My Ruby could hardly make it up the 2.2% grade on my loop before. Now she can start from a standstill right on the grade with a hefty flatcar in tow. She and the flatcar will also get over my "root lump" which is a short 4% section. The stack talk is nicer too. So with the R-C I put in Ruby has turned into a fun runner and I don't have to rebuild the loop. I believe the valve change made the biggest difference. 

Now I suppose big new cylinders would really make her a hauler but I will pass for now. And thanks for the previous answers folks. 

John


----------



## Kovacjr (Jan 2, 2008)

The main issue with the Forney cylinders is if they adapted the ones from the euro locos they bolt up from the inside of the frame unline the ruby with bolt up to the frame spacer on top. There were also runs of Rubys prebuilt with this way towards the end of the runs. Not sure why but thatsthe info I got from Cliff and Dave H.


----------



## btrippis (Sep 8, 2008)

Add my name to the list for a pair of oversize cylinders for my Ruby.
Brian Tripp. New member btrippis


----------



## voxnut (Jul 16, 2008)

Jason-

It looks like there are a half dozen folks interested. Woudl you consider doing a run of them? Would you like a commitment with a 50% deposit for each pair?

Thanks,
Dean


----------



## Kovacjr (Jan 2, 2008)

I would be able to make them. As I stated before I need to complete some other projects first, mostly the pair of Porters that I built the cylinders for in the 1st place. Having a contract on selling my townhouse and moving into my inlaws till we find something puts a damper on getting work done too. If you all are willing to wait until the winter or spring for them it can happen. I had one pair left for myself but they had been sold. Also because all my drawings and paperwork/notes are all packed up in storage and not easily accessible.


----------



## voxnut (Jul 16, 2008)

Jason-

You are offering to do something that I am unable to do for myself, so whatever works timewise for me. I've only run my Ruby a couple of times this year because of the qualitites I don't like. I can't get another steamer for $175-200 and this will make the locomotive so I can really use it and enjoy it. I'vew been on Milton's waiting list for over a year and it doesn't look like they will do them , so another 6months is no problem in order to get the Ruby to where I can really use it. Just let me know when you are in the position to do them. I'm sure the other guys will contact you as well.

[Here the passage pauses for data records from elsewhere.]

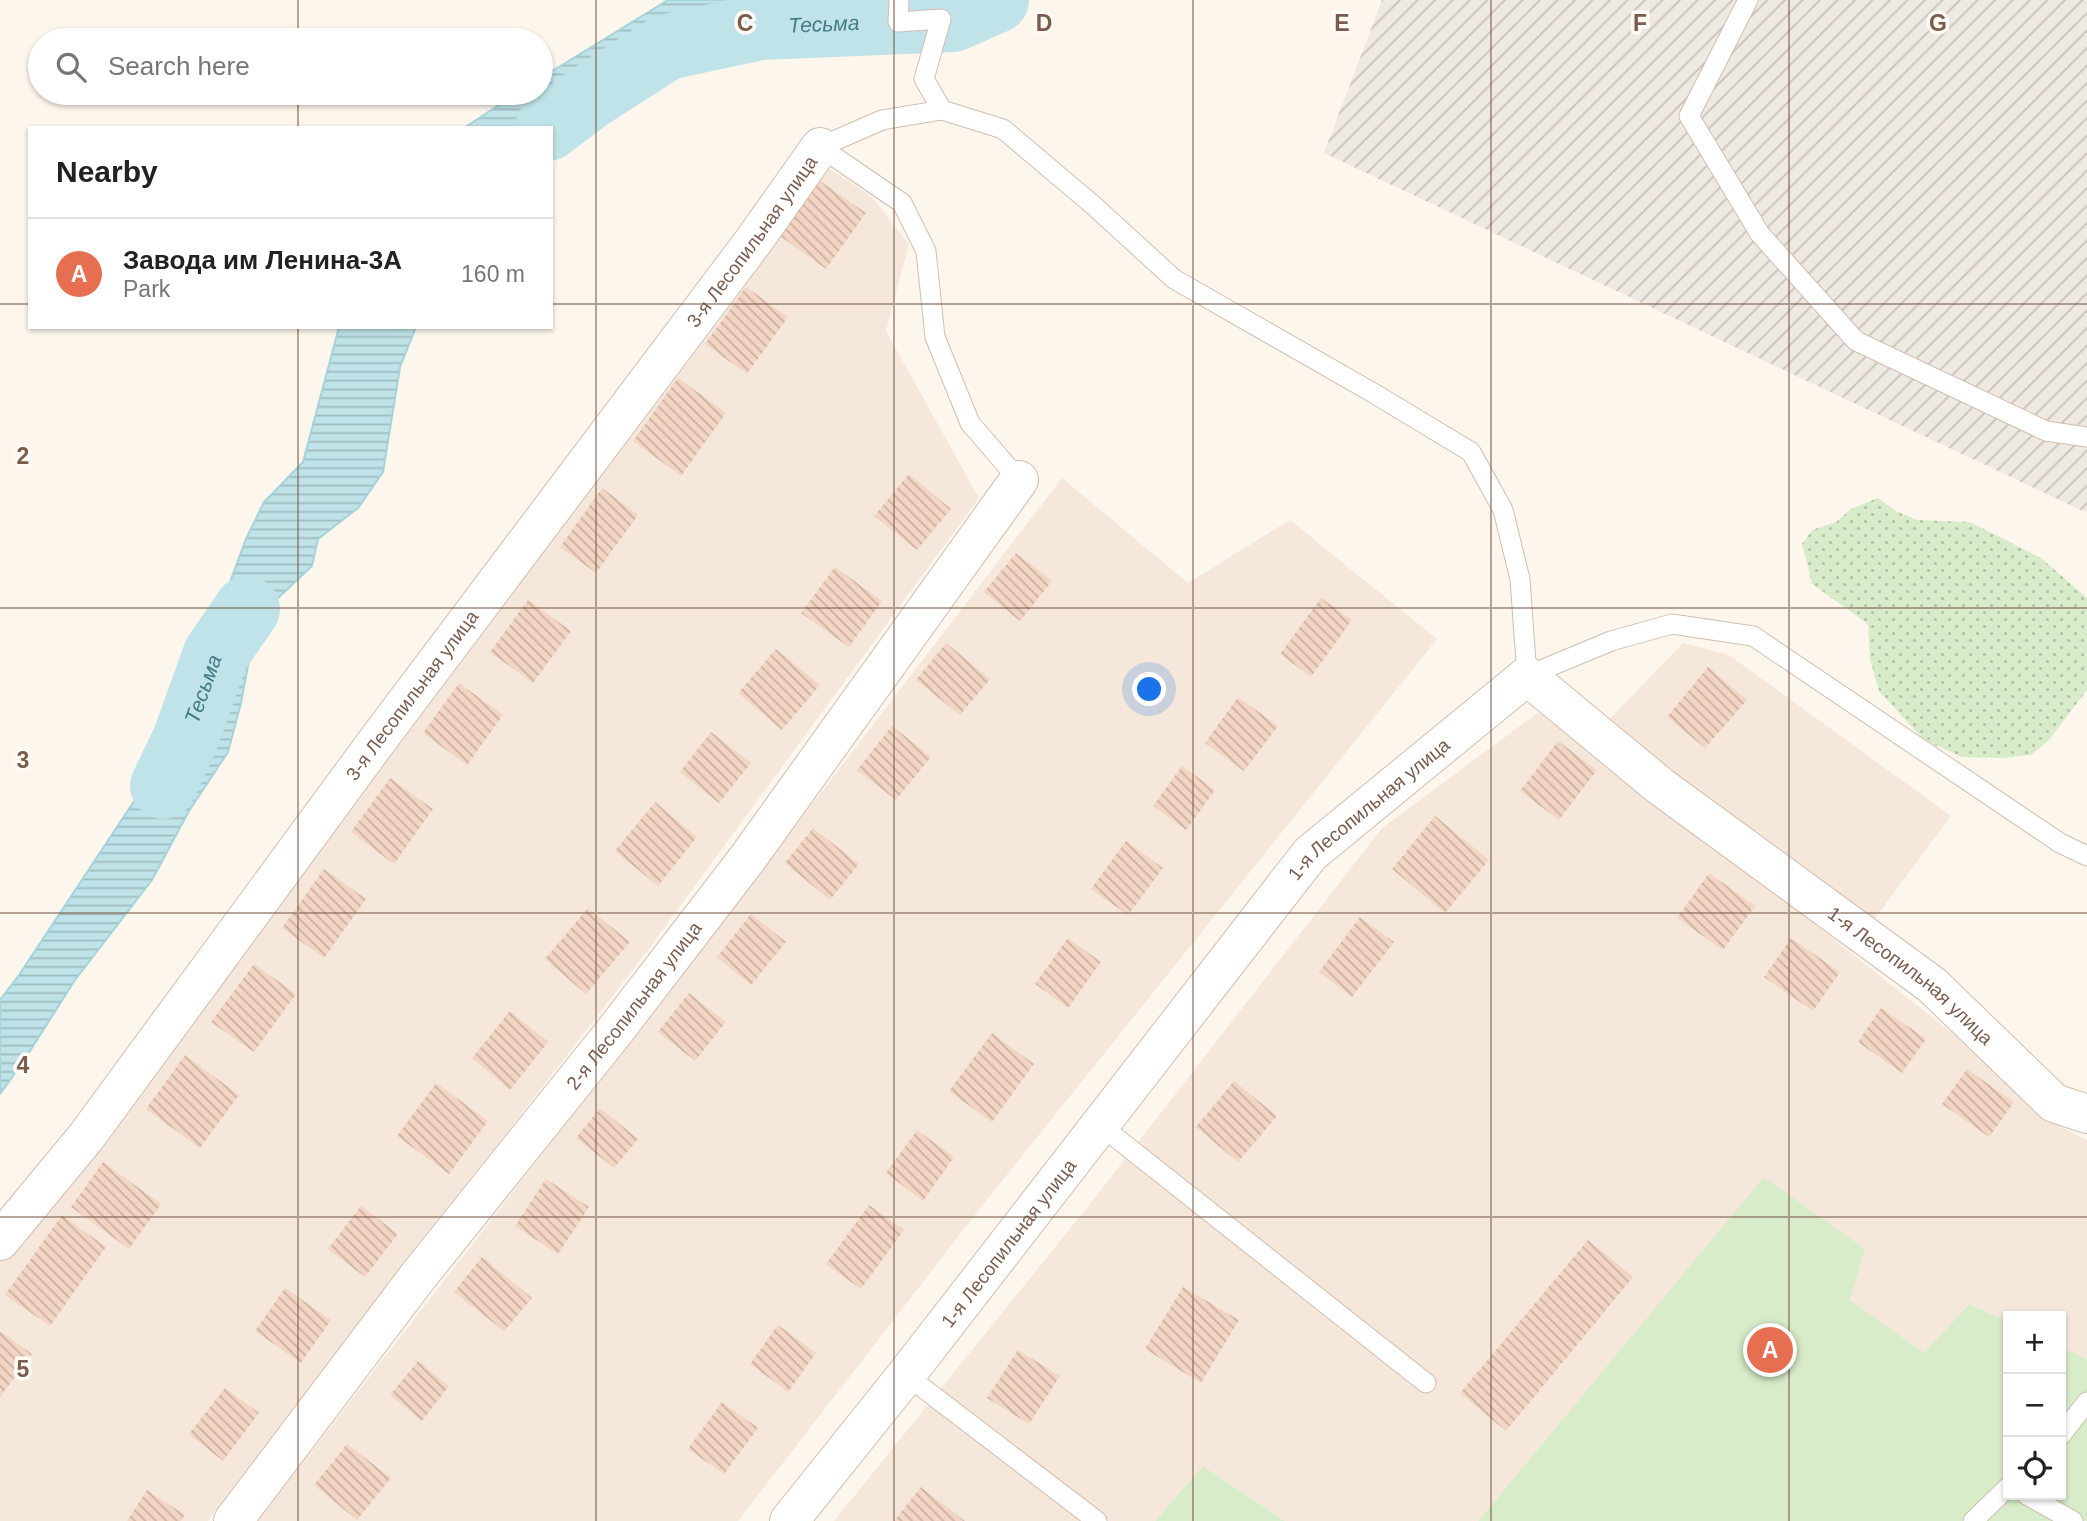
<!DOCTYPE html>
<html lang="en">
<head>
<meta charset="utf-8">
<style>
	:root { --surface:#fff; --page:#f6f6f6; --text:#222; --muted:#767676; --line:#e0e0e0; --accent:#e76f51 }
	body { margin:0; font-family:Arial,sans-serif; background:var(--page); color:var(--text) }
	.controls { position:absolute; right:21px; bottom:21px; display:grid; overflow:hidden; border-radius:0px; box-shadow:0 2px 5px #0004 }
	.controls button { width:63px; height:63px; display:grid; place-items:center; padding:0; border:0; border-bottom:2px solid var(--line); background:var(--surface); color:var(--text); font:35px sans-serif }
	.you { position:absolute; left:1150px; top:690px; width:24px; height:24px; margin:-18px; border:5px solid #fff; border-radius:50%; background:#1a73e8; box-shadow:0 0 0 10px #1a73e833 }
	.badge { display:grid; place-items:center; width:46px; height:46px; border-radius:50%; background:var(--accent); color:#fff; font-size:23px; font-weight:700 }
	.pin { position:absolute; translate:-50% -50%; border:4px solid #fff; box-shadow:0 2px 7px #0006 }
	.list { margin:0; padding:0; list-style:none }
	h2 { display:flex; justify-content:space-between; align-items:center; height:91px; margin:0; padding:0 28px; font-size:30px }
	h2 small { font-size:23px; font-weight:400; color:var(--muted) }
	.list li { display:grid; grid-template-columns:46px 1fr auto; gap:21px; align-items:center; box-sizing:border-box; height:112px; padding:0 28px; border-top:2px solid var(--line) }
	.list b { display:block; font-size:26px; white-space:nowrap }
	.list p { margin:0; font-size:23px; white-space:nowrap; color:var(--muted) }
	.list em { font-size:23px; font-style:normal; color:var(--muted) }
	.icon { flex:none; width:38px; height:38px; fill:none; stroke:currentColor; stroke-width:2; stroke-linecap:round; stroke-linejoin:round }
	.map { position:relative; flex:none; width:2087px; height:1521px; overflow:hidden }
	.search { position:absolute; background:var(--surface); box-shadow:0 2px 5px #0004; left:28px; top:28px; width:525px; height:77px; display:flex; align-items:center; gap:18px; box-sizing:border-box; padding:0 24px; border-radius:38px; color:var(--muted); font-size:26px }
	.panel { position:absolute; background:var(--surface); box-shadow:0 2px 5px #0004; left:28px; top:126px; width:525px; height:203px; border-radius:0px }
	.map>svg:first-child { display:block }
	.residential { fill:#f5e8da }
	.industrial { fill:url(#industrial-furrows) }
	.grass { fill:url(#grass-dots) }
	.green { fill:#d8ecc9 }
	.water { fill:url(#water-rules); stroke:#a5d3da; stroke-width:2 }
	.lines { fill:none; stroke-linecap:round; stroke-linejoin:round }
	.river { stroke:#bfe3e8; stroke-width:66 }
	.building { fill:url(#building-back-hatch) }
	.lane-casing { stroke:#d1beb0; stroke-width:21 }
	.street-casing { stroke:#d1beb0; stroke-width:40 }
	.lane { stroke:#fff; stroke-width:19 }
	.street { stroke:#fff; stroke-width:38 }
	.grid { fill:none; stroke:#7a5c4d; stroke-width:2; stroke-opacity:0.55 }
	.labels { text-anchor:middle; stroke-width:7; stroke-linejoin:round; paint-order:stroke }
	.street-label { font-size:19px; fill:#7a5c4d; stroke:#fffaf3 }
	.water-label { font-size:21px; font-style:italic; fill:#437c86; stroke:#fffaf3 }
	.grid-label { font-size:23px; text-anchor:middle; font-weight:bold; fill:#7a5c4d; stroke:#fffaf3; stroke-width:7; stroke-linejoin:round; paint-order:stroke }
</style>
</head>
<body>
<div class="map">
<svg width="2087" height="1521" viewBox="0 0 2087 1521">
	<defs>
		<pattern id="industrial-furrows" width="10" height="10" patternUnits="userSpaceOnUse" patternTransform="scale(1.75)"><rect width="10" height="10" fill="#efe9e4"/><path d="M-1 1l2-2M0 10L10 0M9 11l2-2" fill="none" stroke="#c7c0bb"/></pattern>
		<pattern id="grass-dots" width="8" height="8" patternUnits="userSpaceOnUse" patternTransform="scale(1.75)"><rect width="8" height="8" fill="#d8ecc9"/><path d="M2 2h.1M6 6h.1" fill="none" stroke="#b4c2a5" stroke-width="1.8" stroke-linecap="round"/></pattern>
		<pattern id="water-rules" width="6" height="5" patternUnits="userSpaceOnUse" patternTransform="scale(1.75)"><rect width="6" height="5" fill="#bfe3e8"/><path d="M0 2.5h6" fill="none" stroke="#a0bbbe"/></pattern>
		<pattern id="building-back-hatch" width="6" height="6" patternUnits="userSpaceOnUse" patternTransform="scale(1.75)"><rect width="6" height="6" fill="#f3d5c3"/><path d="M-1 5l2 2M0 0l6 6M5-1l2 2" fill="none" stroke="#cab0a1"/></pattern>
	</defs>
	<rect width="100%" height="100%" fill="#fdf6ec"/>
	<g class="residential">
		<path d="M820 163 870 195 909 244 886 331 979 498 645 954 208 1521H0V1258Z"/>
		<path d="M1062 478 1188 583 1290 520 1437 639 981 1207 738 1521H257L633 1038Z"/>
		<path d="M1683 643 1729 655 1951 816 1870 925 1602 727Z"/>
		<path d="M1539 712 1691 826 2000 1071 2053 1123 2087 1140V1359L2061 1347V1316H2008V1322L1969 1304 1924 1353 1849 1300 1764 1178 1478 1521H1285L1203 1466 1155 1521H834L1094 1199 1382 828Z"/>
	</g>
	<path class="industrial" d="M1382 0H2087V513L1324 153Z"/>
	<path class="grass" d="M1878 498 1896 511 1917 520 1970 522 2041 558 2087 598V690L2049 740 2031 755 2003 758 1962 757 1924 740 1879 691 1870 659 1868 624 1812 584 1802 544 1812 530 1836 522 1851 509Z"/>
	<g class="green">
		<path d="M1764 1177 1865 1249 1850 1300 1924 1353 1969 1304 2008 1322V1495H2061V1347L2087 1359V1521H1478Z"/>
		<path d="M1203 1466 1285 1521H1155Z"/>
	</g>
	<g class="water">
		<path d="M668 0H1003L941 19 911 26 851 18 807 20 691 36 631 77 577 127 551 146V128H464L517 93H541V78Z"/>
		<path d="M339 327H416L400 367 383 472 358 508 318 539 312 566 257 618 241 703 228 752 189 811 152 880 75 980 23 1062 0 1094V1000L19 975 203 697 212 631 246 539 264 502 303 462Z"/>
	</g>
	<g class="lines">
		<g class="river">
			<path id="s1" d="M548 128 589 97 667 47 760 27 953 19 996 0"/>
			<path id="s2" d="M163 786 185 740 216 654 247 609"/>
		</g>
	</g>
	<g class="building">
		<path d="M820 181 866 213 826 269 780 236Z"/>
		<path d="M746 287 788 317 747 374 705 344Z"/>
		<path d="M678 378 726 413 681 476 633 441Z"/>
		<path d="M909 474 951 509 917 550 874 516Z"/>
		<path d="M602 488 638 515 596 573 560 547Z"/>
		<path d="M1016 553 1052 581 1020 621 984 592Z"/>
		<path d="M835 567 882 601 849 647 801 613Z"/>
		<path d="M1321 598 1352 620 1311 677 1280 654Z"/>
		<path d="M528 600 571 631 533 683 490 652Z"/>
		<path d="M946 643 990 679 960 715 916 680Z"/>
		<path d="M776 649 820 685 782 730 738 693Z"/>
		<path d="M1708 667 1747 700 1705 748 1667 717Z"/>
		<path d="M459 683 503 715 467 765 423 733Z"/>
		<path d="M1238 697 1278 726 1244 771 1205 743Z"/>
		<path d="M892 726 931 757 896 800 857 770Z"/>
		<path d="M711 732 751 763 719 803 680 772Z"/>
		<path d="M1558 741 1597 770 1559 820 1520 791Z"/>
		<path d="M1182 766 1215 790 1186 830 1153 806Z"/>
		<path d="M390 778 433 809 394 864 351 832Z"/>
		<path d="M655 802 697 837 658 886 615 851Z"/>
		<path d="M1435 816 1489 860 1445 913 1392 869Z"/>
		<path d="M813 828 859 864 830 900 785 863Z"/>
		<path d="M1126 841 1163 868 1128 915 1091 889Z"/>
		<path d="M324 869 366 899 324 958 282 928Z"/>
		<path d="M1709 873 1755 906 1723 950 1677 918Z"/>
		<path d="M588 908 630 942 586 994 545 959Z"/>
		<path d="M751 914 786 942 751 985 717 957Z"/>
		<path d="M1360 917 1394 942 1352 997 1319 972Z"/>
		<path d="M1068 938 1101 962 1068 1008 1035 984Z"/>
		<path d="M1791 938 1840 972 1813 1011 1764 977Z"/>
		<path d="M254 964 296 994 254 1052 211 1022Z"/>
		<path d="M689 993 726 1022 695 1061 658 1032Z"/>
		<path d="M1881 1008 1926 1039 1902 1073 1858 1042Z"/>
		<path d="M510 1011 548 1042 510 1090 472 1058Z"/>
		<path d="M992 1033 1034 1064 992 1122 949 1091Z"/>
		<path d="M185 1055 239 1095 200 1148 146 1109Z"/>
		<path d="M1967 1069 2014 1102 1989 1137 1942 1104Z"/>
		<path d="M1234 1081 1277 1116 1238 1162 1196 1127Z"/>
		<path d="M436 1083 488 1121 449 1174 397 1136Z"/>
		<path d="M600 1108 638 1139 614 1168 576 1138Z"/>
		<path d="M917 1130 954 1157 923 1201 886 1173Z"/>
		<path d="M103 1162 161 1204 129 1249 71 1207Z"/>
		<path d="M546 1179 589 1207 558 1254 515 1226Z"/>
		<path d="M869 1205 904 1230 861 1289 826 1264Z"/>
		<path d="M361 1206 398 1234 365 1277 328 1249Z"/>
		<path d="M62 1215 106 1247 50 1326 5 1295Z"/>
		<path d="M1588 1240 1633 1277 1506 1431 1460 1393Z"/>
		<path d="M482 1257 532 1298 504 1331 454 1292Z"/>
		<path d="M1183 1287 1239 1320 1201 1383 1145 1349Z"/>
		<path d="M285 1288 331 1320 301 1363 255 1331Z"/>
		<path d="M778 1325 816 1353 788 1392 750 1364Z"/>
		<path d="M0 1331 32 1354 0 1397Z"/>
		<path d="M1018 1350 1060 1376 1029 1424 987 1398Z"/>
		<path d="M418 1361 449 1386 422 1421 390 1395Z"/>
		<path d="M225 1388 259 1413 223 1461 189 1434Z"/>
		<path d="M722 1402 758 1428 724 1474 688 1449Z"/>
		<path d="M347 1444 391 1478 357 1520 314 1485Z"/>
		<path d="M921 1487 965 1521H894Z"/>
		<path d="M147 1490 185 1515 181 1521H127Z"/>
	</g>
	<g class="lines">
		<g class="lane-casing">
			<g id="lane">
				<path d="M899 0 898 22 941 19 924 79 942 110"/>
				<path d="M1748 0 1689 116 1760 234 1856 341 2046 431 2087 437"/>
				<path d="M820 147 882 120 942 110 1003 129 1093 205 1174 279 1375 394 1471 452 1503 510 1520 579 1527 676 1611 641 1672 624 1753 636 2060 843 2087 856"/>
				<path d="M820 147 902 203 926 251 935 337 970 423 1019 480"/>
				<path d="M1100 1125 1426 1383"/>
				<path d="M906 1375 1097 1521"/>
				<path d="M2061 1435 2087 1402"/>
				<path d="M2027 1495 2073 1521"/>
				<path d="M1973 1521 2008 1487"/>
			</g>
		</g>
		<g class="street-casing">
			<g id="street">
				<path id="s3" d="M0 1241 86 1137 377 741 755 239 820 147"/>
				<path id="s4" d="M233 1521 416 1279 614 1032 747 859 1019 480"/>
				<path id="s5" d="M789 1521 906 1375 1310 854 1527 676 1660 786 1932 985 2054 1103 2087 1114"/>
			</g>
		</g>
		<use href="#lane" class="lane"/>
		<use href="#street" class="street"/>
	</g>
	<path class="grid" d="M298 0V40M596 0V1521M894 0V1521M1193 0V1521M1491 0V1521M1789 0V1521M298 93V128M0 304H30M551 304H2087M298 327V1521M0 608H2087M0 913H2087M0 1217H2087"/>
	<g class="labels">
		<g class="street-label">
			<text dy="7" stroke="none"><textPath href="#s3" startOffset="1251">3-я Лесопильная улица</textPath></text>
			<text dy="7" stroke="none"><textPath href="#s3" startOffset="684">3-я Лесопильная улица</textPath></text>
			<text dy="7" stroke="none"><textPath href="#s5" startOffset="920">1-я Лесопильная улица</textPath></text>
			<text dy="7" stroke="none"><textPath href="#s5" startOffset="1614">1-я Лесопильная улица</textPath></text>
			<text dy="7" stroke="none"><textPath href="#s4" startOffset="653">2-я Лесопильная улица</textPath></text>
			<text dy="7" stroke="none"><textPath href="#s5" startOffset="354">1-я Лесопильная улица</textPath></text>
		</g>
		<g class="water-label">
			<text dy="7" stroke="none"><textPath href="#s1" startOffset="303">Тесьма</textPath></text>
			<text dy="7" stroke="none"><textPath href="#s2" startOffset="105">Тесьма</textPath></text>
		</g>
	</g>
	<g class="grid-label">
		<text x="745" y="31">C</text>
		<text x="1044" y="31">D</text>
		<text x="1342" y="31">E</text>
		<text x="1640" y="31">F</text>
		<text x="1938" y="31">G</text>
		<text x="23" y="464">2</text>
		<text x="23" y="768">3</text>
		<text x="23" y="1073">4</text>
		<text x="23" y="1377">5</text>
	</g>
</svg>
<div class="controls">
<button>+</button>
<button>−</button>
<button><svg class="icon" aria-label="locate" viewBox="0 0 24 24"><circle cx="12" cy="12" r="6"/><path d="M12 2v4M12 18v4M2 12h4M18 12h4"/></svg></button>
</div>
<div class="you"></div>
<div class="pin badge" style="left:1770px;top:1350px">A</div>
<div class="search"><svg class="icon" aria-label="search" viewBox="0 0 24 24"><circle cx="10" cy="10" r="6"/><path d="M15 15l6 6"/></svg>Search here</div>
<section class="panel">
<h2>Nearby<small></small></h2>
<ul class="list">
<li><span class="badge">A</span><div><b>Завода им Ленина-3А</b><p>Park</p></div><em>160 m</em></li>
</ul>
</section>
</div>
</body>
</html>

All the best with the move n' stuff-

Thanks,
Dean


----------



## lownote (Jan 3, 2008)

What Dean said!


----------



## Kovacjr (Jan 2, 2008)

Anyone interestind please PM me so I have your name and email. Ill keep a list so I know how many are needed. Im sure there will be extra made too for any latecomers.


----------



## hawkeye2 (Jan 6, 2008)

Jason,

Sent you a message re Ida cylinders.

Doug


----------



## Chris Scott (Jan 2, 2008)

Sooner? Would Dave Hottmann make some?


----------



## Bill4373 (Jan 3, 2008)

If I were looking for an item dealing with live steam, I'd go to www.steamup.info and have Ron Brown put your request in Swap Shop. Someone out there might have a pair that they want to sell. Who knows, if you mention that others are looking, maybe some machinist might be interested.


----------



## Kovacjr (Jan 2, 2008)

I received all your messages and so far there are 8 pair spoken for. Anyone else that is interested can PM me on here. Also the cylinders will have a 1/8" piston rod and if you have the 3mm version all you need to do it take and drill out the connecting rod. Can be done by hand with the bit in a hand chuck. Only a difference of .007"


----------



## Kovacjr (Jan 2, 2008)

I received all your messages and so far there are 8 pair spoken for. Anyone else that is interested can PM me on here. Also the cylinders will have a 1/8" piston rod and if you have the 3mm version all you need to do it take and drill out the connecting rod. Can be done by hand with the bit in a hand chuck. Only a difference of .007"


----------